»»
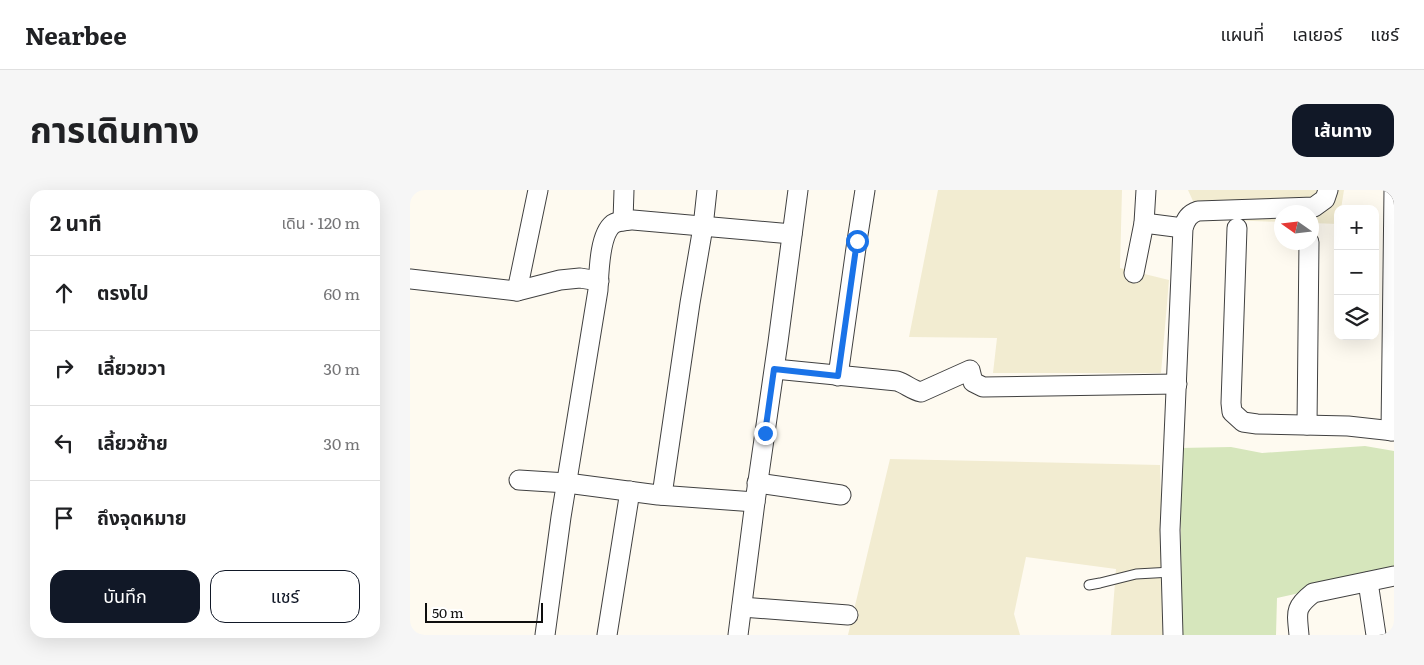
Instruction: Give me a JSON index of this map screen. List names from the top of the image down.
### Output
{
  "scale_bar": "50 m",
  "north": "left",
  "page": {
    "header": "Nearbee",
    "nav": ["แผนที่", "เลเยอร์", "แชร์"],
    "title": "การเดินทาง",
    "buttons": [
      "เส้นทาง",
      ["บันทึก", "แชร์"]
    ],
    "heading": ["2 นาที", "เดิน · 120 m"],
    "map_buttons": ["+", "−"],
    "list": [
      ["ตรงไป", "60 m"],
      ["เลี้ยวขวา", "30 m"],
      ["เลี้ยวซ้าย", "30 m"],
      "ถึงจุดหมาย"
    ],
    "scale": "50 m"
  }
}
««
__Problem requirements__. If pictures are present, they are dropped, and the entries above are written out word for word.

__Final answer__.
Instruction: Give me a JSON index of this map screen. List names from the top of the image down.
### Output
{
  "scale_bar": "50 m",
  "north": "left",
  "page": {
    "header": "Nearbee",
    "nav": ["แผนที่", "เลเยอร์", "แชร์"],
    "title": "การเดินทาง",
    "buttons": [
      "เส้นทาง",
      ["บันทึก", "แชร์"]
    ],
    "heading": ["2 นาที", "เดิน · 120 m"],
    "map_buttons": ["+", "−"],
    "list": [
      ["ตรงไป", "60 m"],
      ["เลี้ยวขวา", "30 m"],
      ["เลี้ยวซ้าย", "30 m"],
      "ถึงจุดหมาย"
    ],
    "scale": "50 m"
  }
}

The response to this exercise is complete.